Bonds were somewhat bullish this week, with TLT up +0.65%. TLT may have bottomed out – it issued a buy signal on Friday, with the forecaster closing at +0.08. TY only partially confirms this; it did print a swing low (60% chance of a reversal) but the TY forecaster remains bearish at -0.39. The 10-year ended the week at 2.87%, up 4.8 basis points.

JNK had a great week, rallying +1.79%, up 4 out of 5 days. JNK forecaster issued a buy signal on Wednesday, ending the week at +0.76, which is a strong uptrend.

CRB rebounded +2.69%, recovering more than half of last week’s losses; 4 of 5 sectors rallied, led by industrial metals (+5.64%). Copper was very strong, managing to recoup all of last week’s losses plus a bit extra; it is now back at 3.24, which was last seen in early January.

Crude rose +2.59 [+4.59%], recovering less than half of the losses suffered last week. Crude forecaster issued a buy signal on Tuesday, and rallied for the remainder of the week, ending at +0.54, which is a strong uptrend. Crude was able to overlook a somewhat bearish EIA report (crude +1.8m, gasoline +3.6m, distillates -0.5m); most of the oil rally came on Wednesday, which was a day where everything moved strongly higher. And yet when I look at the chart, it feels as though the rally is on borrowed time. Volume is fading. While there is no technical indicator that suggests imminent reversal, energy equity ETF (XLE:+2.17%) has been dramatically underperforming the overall market.
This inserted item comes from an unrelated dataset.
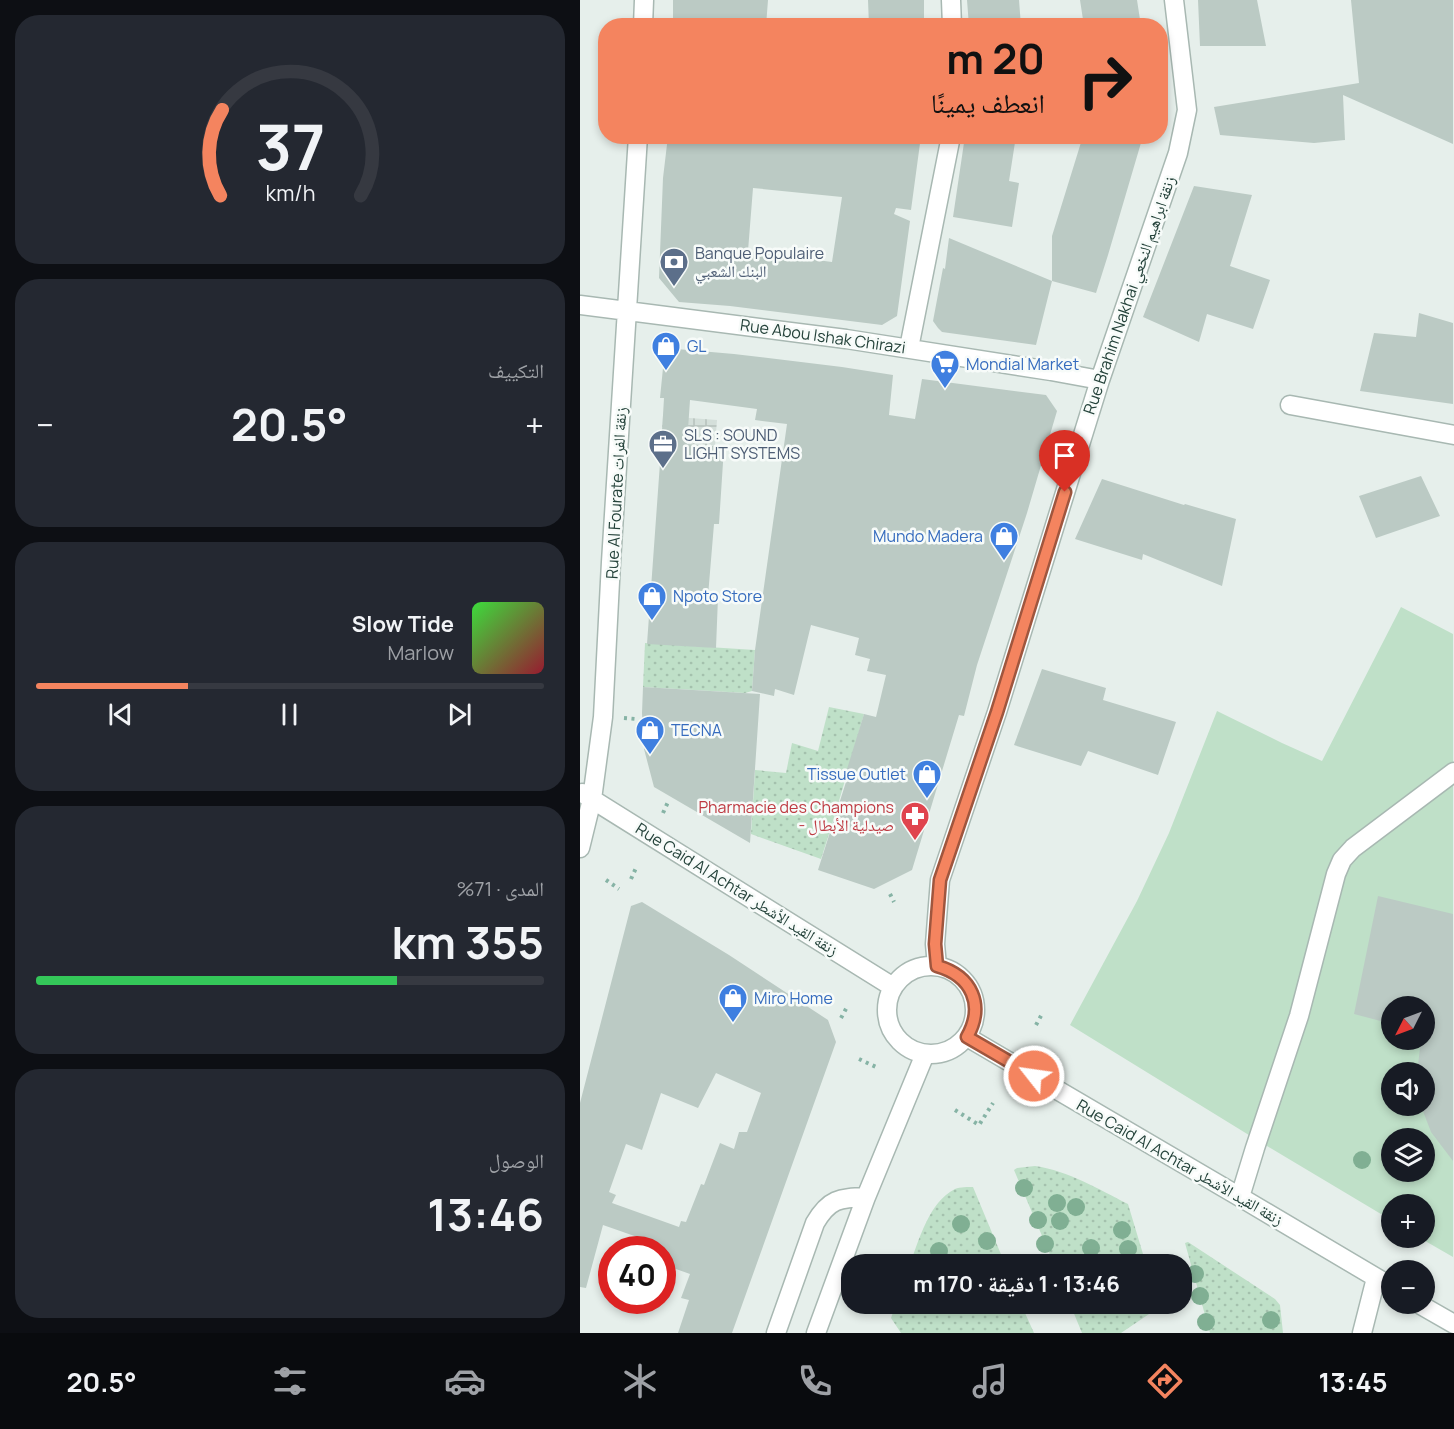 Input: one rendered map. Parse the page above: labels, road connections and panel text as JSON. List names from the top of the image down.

I could be wrong, but crude feels like it might be a dead cat bounce.  If the buck does reverse, I’m guessing crude will flip direction also.

Physical Supply Indicators

* SGE premiums over COMEX fell to +10.30. Chinese New Year is upon us; SGE is closed.

* The GLD ETF tonnage on hand rose +3.83 tons, with 825 tons in inventory.

* ETF Premium/Discount to NAV:

 PHYS 10.96 -0.40% to NAV [up]
 PSLV 6.15 -2.19% to NAV [up]
 CEF 13.51 -2.68% to NAV [up]

* Bullion Vault gold (!/orderboard) shows no premium for gold and a 1% premium for silver.

* Big bars premiums were: gold [1kg] 1.10% and silver [1000oz] 3.43%.

Futures Positioning/COT

In gold, the commercial net position rose 10.9k contracts, which is a small change. That was mostly short-covering (-18.7k) as well as some long liquidation (-7.8k). Managed money net fell by -13.1k, with a fair amount of long liquidation (-20.2k) but also some short covering (-7k) too. Its a bit unusual for all participants to close out positions in all categories – perhaps everyone was trying to reduce their exposure to leveraged positions as a result of the equity market volatility.

In silver, the commercial net rose by 8.7k contracts, a medium-sized change; 3.9k shorts were covered, while 4.7k longs were acquired. This brings the commercials to a record high long position dating back to 2013…why are the commercials this heavily long silver? That’s an interesting question. Managed money net fell by -11.3k contracts, a reasonably large change, with almost all the change due to new shorts (+10.4k) with a few longs liquidated (-886). Both managed money and the commercials are within the range of a COT low.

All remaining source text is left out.